These data provide the most detailed portrait to date of a viral fusion protein intermediate state and the traversal of fusion-active HA trimers across the conformational pathway. While the conventional view of type 1 fusion proteins as “mouse traps” would suggest that once triggered or destabilized, the fusion protein will snap to the postfusion conformation, our data demonstrate that HA on the surface of intact virions populates an ensemble of highly dynamic intermediate states that are not observed for soluble ectodomain. A marked, two-state change is exhibited by soluble BHA ectodomain, which does not appear to populate any discernable intermediate states, instead transitioning directly between the prefusion and highly stable postfusion state (Figs. 4 and 5). This comparison of full-length HA and BHA during fusion activation underscores the significant differences in functional behavior that result from excising the HA ectodomain from the context of the intact virion (28). Stabilizing interactions present in full-length HA in virus particles appear to encourage the formation of the transiently populated intermediate state (9, 12, 14, 15, 34, 35). Additional interactions include that those involving the viral membrane, HA transmembrane domain, HA cytoplasmic tail, and internal viral components such as the M1 matrix protein are absent with soluble BHA (34, 36). We note that by cryo-ET, it is clear that the M1 matrix layer remains assembled and membrane associated under the pH 5.1 conditions used in the HDX-MS pulse-labeling experiments (fig. S9). Past studies have suggested an interaction between the HA cytoplasmic tail and the matrix layer (9, 34, 35, 3740). These data indicate that those interactions with an intact matrix layer could persist during activation. In addition, trimerization of the transmembrane domain or presentation on the membrane serve as brakes on the HA2 C-terminal reorganization (34) These interactions borne by HA2 on the surface of influenza virions likely regulate that subdomain’s ability to re-organize, allowing the fusion peptides to be released and insert into a target membrane before complete refolding to the postfusion state.

In addition, studies have suggested that there exists a long-range connection between the HA1 RBD and the HA2 fusion peptide proximal subdomain. Mutations in and around the HA2 fusion peptide were found to significantly alter the dynamic behavior of the HA1 RBD and protomeric interface (41). Recent studies have shown that “breathing” motions in the HA1 RBD and protomeric interface are linked to flexibility of the HA2 fusion peptide (42, 43). Das et al. (14) demonstrated that receptor binding markedly increased dynamics in HA2 and promoted formation of a fusion peptide–released state at neutral pH. We previously demonstrated that while a neutralizing antibody that binds to the HA1 subunit stabilized the prefusion or prefusion-like configuration for the trimerized HA head, its binding did not prevent fusion peptides from being released such that they could disrupt liposomal membranes (33). In some circumstances, it appears that the various structural elements of the HA spike respond to acidic pH in relatively independent rather than concerted fashion, meaning that HA does not function as one cooperative unit but rather each domain does appear to be linked in some manner. While the present data do not directly probe the allosteric linkage between spike apex and fusion peptide–associated regions, the reorganizations observed throughout the HA2 fusion peptide proximal subdomain and the HA1 RBD indicate a concurrent, if not necessarily concerted, reorganization of distal regions.
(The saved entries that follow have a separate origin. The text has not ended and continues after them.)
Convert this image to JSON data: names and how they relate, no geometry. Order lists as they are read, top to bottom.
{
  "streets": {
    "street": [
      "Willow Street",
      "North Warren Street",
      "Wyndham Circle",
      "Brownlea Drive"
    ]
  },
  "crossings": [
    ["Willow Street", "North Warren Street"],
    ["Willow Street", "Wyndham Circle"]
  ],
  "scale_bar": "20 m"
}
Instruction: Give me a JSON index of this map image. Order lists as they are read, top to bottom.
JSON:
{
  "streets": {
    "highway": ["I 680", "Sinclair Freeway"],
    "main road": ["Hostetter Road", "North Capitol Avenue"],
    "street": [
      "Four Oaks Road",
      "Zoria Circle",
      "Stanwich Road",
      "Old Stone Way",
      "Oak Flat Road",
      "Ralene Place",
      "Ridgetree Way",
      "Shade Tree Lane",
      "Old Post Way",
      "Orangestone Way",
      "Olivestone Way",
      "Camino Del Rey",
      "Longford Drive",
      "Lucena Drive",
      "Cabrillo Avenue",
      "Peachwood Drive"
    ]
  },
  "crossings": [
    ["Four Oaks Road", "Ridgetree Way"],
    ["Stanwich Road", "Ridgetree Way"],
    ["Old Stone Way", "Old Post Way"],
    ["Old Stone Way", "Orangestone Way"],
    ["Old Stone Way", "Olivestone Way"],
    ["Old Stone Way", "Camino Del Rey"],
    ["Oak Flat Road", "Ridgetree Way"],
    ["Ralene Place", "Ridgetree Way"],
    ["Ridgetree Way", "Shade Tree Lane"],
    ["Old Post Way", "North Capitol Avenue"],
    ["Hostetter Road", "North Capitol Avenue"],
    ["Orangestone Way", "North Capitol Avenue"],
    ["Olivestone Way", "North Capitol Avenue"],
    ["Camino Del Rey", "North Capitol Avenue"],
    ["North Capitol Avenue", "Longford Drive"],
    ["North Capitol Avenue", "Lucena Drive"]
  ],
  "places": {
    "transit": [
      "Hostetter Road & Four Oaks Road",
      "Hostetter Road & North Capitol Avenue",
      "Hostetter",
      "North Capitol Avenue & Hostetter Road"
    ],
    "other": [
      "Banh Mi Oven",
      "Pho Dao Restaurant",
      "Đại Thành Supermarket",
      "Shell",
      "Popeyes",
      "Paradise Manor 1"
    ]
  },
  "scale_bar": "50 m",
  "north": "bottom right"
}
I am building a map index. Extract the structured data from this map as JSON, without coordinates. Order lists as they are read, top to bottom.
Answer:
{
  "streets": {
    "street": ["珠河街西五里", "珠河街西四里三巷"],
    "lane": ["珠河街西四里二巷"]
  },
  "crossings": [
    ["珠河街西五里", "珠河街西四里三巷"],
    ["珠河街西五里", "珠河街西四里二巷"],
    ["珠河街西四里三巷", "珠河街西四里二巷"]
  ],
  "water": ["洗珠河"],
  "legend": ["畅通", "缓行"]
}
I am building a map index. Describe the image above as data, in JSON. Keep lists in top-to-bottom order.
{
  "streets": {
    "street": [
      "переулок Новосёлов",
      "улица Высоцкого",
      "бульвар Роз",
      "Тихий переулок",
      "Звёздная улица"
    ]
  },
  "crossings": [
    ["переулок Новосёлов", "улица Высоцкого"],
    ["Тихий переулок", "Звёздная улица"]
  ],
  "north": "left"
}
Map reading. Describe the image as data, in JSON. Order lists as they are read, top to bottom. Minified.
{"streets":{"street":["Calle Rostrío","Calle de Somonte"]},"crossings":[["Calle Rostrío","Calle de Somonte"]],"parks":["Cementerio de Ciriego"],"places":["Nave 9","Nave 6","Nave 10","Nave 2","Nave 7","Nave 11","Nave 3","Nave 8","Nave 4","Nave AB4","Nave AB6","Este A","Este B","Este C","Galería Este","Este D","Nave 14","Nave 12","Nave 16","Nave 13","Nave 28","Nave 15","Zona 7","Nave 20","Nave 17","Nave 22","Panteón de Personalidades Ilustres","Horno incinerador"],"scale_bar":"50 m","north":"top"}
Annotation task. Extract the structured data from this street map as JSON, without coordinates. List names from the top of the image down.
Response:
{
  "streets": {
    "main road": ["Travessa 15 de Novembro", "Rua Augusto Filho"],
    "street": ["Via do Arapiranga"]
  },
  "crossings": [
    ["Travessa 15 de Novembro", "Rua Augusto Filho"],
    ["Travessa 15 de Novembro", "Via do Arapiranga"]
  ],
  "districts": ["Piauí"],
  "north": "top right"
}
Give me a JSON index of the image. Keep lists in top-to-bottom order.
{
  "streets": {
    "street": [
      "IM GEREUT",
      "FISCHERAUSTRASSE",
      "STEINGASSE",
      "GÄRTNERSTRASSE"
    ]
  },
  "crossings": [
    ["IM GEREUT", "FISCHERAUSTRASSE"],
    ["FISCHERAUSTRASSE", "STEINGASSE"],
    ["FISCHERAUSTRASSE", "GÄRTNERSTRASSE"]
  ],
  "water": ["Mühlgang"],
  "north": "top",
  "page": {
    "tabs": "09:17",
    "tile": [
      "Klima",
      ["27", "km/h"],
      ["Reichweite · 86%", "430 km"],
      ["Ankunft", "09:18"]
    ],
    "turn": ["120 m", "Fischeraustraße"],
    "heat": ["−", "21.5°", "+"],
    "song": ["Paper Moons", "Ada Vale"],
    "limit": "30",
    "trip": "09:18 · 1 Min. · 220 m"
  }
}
Mechanistic differences between influenza subtypes

Our observations are based on an H3N2 influenza virus strain. Different influenza virus strains vary widely in their acid stabilities and fusion kinetics and may exhibit different mechanisms of fusion activation (4447). In the sm-FRET study, H5 HA was examined. In one notable difference, substantial sampling of conformational states reported by the fluorescent probes in HA2 was reported even under neutral pH prefusion conditions. The HDX-MS data for H3 HA examined here and in past continuous deuterium-labeling experiments did not show signatures of conformational sampling before triggering (12). We do not yet understand the structural basis for these functional variations. It is not clear how different HAs, with varying acid stabilities, would influence or alter the mechanism of fusion activation (44). Our results show that, in the absence of a target membrane, the early conformational changes in HA that produce the fusion-active intermediate ensemble occur rapidly upon acidification and that refolding to the postfusion state is relatively slow. When a target membrane is present, the rate of formation for the intermediate is unperturbed, while the transition to the postfusion state is rapidly accelerated, meaning that formation of the fusion-active intermediate is the rate-limiting step for fusion (14). It is possible that by modulating the acid stability of its HA, a virus can control when and how quickly fusion will occur during infection, ensuring that the virus does not prematurely and spontaneously inactivate before reaching the correct subcellular location. In vitro membrane fusion experiments, including our own, initiate fusion by rapid acidification to a single fusogenic pH (12, 14, 15, 1719, 35, 44). Evidence suggests that during infection, the modified endosomal acidification pathway proceeds through distinct pH stages with varying rates of acidification between them (37, 48). This staged acidification pathway may have an effect on HA fusion activation or other viral components involved in the membrane fusion process, including acidification of the viral interior by the matrix M2 proton channel and reorganization of the matrix M1 layer (16, 35, 37, 48, 49). It is also possible that this stepwise acidic priming might accelerate the formation of the fusion-active intermediate ensemble by gradually increasing the dynamics across HA as the pH approaches the activation threshold.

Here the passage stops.